**WHAT YOU SHOULD DO:** Once you reach the line that holds "function label(font, color, halo, rows, align" in the listing below, output it and every line after it through the line that holds "M 277,1130 L 309,1186", word for word.

--- SUPPLIED RECORDS Enclosed Below ---

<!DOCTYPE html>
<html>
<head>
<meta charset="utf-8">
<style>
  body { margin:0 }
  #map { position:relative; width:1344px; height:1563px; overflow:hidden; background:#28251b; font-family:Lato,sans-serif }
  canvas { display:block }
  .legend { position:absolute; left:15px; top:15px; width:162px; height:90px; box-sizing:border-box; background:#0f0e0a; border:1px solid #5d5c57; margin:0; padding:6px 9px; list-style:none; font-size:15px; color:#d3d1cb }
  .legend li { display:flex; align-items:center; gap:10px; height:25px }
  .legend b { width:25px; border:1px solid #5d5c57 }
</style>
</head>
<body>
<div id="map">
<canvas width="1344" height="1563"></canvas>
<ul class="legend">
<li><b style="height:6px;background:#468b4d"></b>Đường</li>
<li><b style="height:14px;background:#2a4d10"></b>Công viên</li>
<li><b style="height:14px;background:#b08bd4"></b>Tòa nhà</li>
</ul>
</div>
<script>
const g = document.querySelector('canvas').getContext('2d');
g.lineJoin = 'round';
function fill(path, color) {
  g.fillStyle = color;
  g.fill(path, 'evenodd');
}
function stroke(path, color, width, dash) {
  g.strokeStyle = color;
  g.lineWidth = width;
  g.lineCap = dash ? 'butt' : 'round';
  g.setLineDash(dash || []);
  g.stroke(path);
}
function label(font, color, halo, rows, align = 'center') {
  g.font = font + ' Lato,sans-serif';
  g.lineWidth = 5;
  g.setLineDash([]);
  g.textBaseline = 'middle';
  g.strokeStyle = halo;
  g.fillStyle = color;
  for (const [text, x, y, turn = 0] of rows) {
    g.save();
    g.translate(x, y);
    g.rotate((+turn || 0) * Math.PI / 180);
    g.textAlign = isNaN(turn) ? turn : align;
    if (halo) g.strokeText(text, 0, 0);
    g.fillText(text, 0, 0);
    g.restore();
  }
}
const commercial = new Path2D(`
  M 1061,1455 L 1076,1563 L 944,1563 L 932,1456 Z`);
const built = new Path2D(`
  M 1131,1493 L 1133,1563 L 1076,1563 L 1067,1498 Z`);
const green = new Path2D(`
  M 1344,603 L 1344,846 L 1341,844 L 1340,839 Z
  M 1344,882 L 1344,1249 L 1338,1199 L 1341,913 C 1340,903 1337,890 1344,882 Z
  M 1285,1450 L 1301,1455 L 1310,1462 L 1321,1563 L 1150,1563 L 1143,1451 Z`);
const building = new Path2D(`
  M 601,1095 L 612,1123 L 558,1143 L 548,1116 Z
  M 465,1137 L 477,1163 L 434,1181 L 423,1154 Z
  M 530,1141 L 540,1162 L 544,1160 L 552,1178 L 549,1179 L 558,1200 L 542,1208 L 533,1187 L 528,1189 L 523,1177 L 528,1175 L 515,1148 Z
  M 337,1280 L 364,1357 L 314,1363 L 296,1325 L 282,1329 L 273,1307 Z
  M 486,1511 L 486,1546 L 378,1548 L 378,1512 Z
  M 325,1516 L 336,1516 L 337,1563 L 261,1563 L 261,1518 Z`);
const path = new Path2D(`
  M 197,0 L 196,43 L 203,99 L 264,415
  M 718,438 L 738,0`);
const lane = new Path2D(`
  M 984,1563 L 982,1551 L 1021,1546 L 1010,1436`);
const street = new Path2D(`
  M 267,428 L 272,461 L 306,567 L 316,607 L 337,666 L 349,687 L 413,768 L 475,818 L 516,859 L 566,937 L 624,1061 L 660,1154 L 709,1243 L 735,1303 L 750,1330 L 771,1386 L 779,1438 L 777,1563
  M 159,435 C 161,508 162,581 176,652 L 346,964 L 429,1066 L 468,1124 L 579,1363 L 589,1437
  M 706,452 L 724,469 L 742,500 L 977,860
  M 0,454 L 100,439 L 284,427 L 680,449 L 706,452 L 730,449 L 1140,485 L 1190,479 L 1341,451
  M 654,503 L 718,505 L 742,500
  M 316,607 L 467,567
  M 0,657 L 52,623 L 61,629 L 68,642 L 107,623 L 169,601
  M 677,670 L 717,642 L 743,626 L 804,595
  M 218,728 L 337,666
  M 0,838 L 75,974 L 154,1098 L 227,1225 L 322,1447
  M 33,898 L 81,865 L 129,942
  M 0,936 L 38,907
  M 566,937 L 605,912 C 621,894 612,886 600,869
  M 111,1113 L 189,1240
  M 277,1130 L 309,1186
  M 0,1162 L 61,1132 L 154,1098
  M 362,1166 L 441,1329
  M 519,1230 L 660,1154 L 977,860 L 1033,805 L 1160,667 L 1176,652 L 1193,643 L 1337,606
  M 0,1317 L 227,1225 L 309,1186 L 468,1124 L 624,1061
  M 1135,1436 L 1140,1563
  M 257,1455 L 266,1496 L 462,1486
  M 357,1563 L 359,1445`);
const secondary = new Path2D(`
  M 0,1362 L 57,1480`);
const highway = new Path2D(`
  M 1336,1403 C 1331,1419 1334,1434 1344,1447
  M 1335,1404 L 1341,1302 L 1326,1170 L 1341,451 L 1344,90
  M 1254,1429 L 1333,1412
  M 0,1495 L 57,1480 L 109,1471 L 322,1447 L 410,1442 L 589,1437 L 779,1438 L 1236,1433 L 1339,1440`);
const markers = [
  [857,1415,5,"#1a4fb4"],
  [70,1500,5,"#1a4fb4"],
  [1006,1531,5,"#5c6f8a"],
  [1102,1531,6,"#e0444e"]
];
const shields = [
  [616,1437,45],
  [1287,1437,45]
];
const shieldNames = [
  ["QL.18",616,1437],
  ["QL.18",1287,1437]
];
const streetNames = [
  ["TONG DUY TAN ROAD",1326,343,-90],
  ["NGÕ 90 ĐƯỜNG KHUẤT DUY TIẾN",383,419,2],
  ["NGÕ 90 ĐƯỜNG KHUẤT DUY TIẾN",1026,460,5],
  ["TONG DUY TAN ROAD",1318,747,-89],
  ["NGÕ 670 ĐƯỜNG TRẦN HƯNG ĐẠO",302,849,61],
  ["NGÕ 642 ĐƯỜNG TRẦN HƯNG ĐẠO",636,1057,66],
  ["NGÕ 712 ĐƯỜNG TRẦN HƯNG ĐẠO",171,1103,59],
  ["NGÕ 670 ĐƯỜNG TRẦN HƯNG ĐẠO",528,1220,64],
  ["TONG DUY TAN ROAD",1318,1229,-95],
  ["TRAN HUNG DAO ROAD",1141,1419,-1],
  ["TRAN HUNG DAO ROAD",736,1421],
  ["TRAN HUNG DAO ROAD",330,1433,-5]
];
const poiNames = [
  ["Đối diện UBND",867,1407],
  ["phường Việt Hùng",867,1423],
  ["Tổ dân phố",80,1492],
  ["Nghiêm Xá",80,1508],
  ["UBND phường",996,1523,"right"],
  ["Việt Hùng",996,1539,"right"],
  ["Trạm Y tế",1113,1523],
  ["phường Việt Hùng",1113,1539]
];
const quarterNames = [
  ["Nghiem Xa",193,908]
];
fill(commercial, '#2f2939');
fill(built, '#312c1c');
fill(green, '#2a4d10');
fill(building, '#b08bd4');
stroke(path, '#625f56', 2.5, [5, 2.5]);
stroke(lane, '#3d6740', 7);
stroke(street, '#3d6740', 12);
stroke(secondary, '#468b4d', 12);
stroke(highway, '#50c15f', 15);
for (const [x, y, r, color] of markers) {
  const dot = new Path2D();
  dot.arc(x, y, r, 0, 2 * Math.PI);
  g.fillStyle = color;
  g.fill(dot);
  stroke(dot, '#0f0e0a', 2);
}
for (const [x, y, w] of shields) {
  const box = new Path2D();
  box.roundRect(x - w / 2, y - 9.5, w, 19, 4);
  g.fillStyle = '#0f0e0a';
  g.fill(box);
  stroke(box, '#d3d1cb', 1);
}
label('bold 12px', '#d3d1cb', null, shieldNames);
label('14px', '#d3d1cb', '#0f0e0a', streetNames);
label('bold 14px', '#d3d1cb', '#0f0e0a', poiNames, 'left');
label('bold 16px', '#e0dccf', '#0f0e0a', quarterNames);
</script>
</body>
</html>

--- End of Enclosed SUPPLIED RECORDS ---

**EXERCISE RESULT:**
function label(font, color, halo, rows, align = 'center') {
  g.font = font + ' Lato,sans-serif';
  g.lineWidth = 5;
  g.setLineDash([]);
  g.textBaseline = 'middle';
  g.strokeStyle = halo;
  g.fillStyle = color;
  for (const [text, x, y, turn = 0] of rows) {
    g.save();
    g.translate(x, y);
    g.rotate((+turn || 0) * Math.PI / 180);
    g.textAlign = isNaN(turn) ? turn : align;
    if (halo) g.strokeText(text, 0, 0);
    g.fillText(text, 0, 0);
    g.restore();
  }
}
const commercial = new Path2D(`
  M 1061,1455 L 1076,1563 L 944,1563 L 932,1456 Z`);
const built = new Path2D(`
  M 1131,1493 L 1133,1563 L 1076,1563 L 1067,1498 Z`);
const green = new Path2D(`
  M 1344,603 L 1344,846 L 1341,844 L 1340,839 Z
  M 1344,882 L 1344,1249 L 1338,1199 L 1341,913 C 1340,903 1337,890 1344,882 Z
  M 1285,1450 L 1301,1455 L 1310,1462 L 1321,1563 L 1150,1563 L 1143,1451 Z`);
const building = new Path2D(`
  M 601,1095 L 612,1123 L 558,1143 L 548,1116 Z
  M 465,1137 L 477,1163 L 434,1181 L 423,1154 Z
  M 530,1141 L 540,1162 L 544,1160 L 552,1178 L 549,1179 L 558,1200 L 542,1208 L 533,1187 L 528,1189 L 523,1177 L 528,1175 L 515,1148 Z
  M 337,1280 L 364,1357 L 314,1363 L 296,1325 L 282,1329 L 273,1307 Z
  M 486,1511 L 486,1546 L 378,1548 L 378,1512 Z
  M 325,1516 L 336,1516 L 337,1563 L 261,1563 L 261,1518 Z`);
const path = new Path2D(`
  M 197,0 L 196,43 L 203,99 L 264,415
  M 718,438 L 738,0`);
const lane = new Path2D(`
  M 984,1563 L 982,1551 L 1021,1546 L 1010,1436`);
const street = new Path2D(`
  M 267,428 L 272,461 L 306,567 L 316,607 L 337,666 L 349,687 L 413,768 L 475,818 L 516,859 L 566,937 L 624,1061 L 660,1154 L 709,1243 L 735,1303 L 750,1330 L 771,1386 L 779,1438 L 777,1563
  M 159,435 C 161,508 162,581 176,652 L 346,964 L 429,1066 L 468,1124 L 579,1363 L 589,1437
  M 706,452 L 724,469 L 742,500 L 977,860
  M 0,454 L 100,439 L 284,427 L 680,449 L 706,452 L 730,449 L 1140,485 L 1190,479 L 1341,451
  M 654,503 L 718,505 L 742,500
  M 316,607 L 467,567
  M 0,657 L 52,623 L 61,629 L 68,642 L 107,623 L 169,601
  M 677,670 L 717,642 L 743,626 L 804,595
  M 218,728 L 337,666
  M 0,838 L 75,974 L 154,1098 L 227,1225 L 322,1447
  M 33,898 L 81,865 L 129,942
  M 0,936 L 38,907
  M 566,937 L 605,912 C 621,894 612,886 600,869
  M 111,1113 L 189,1240
  M 277,1130 L 309,1186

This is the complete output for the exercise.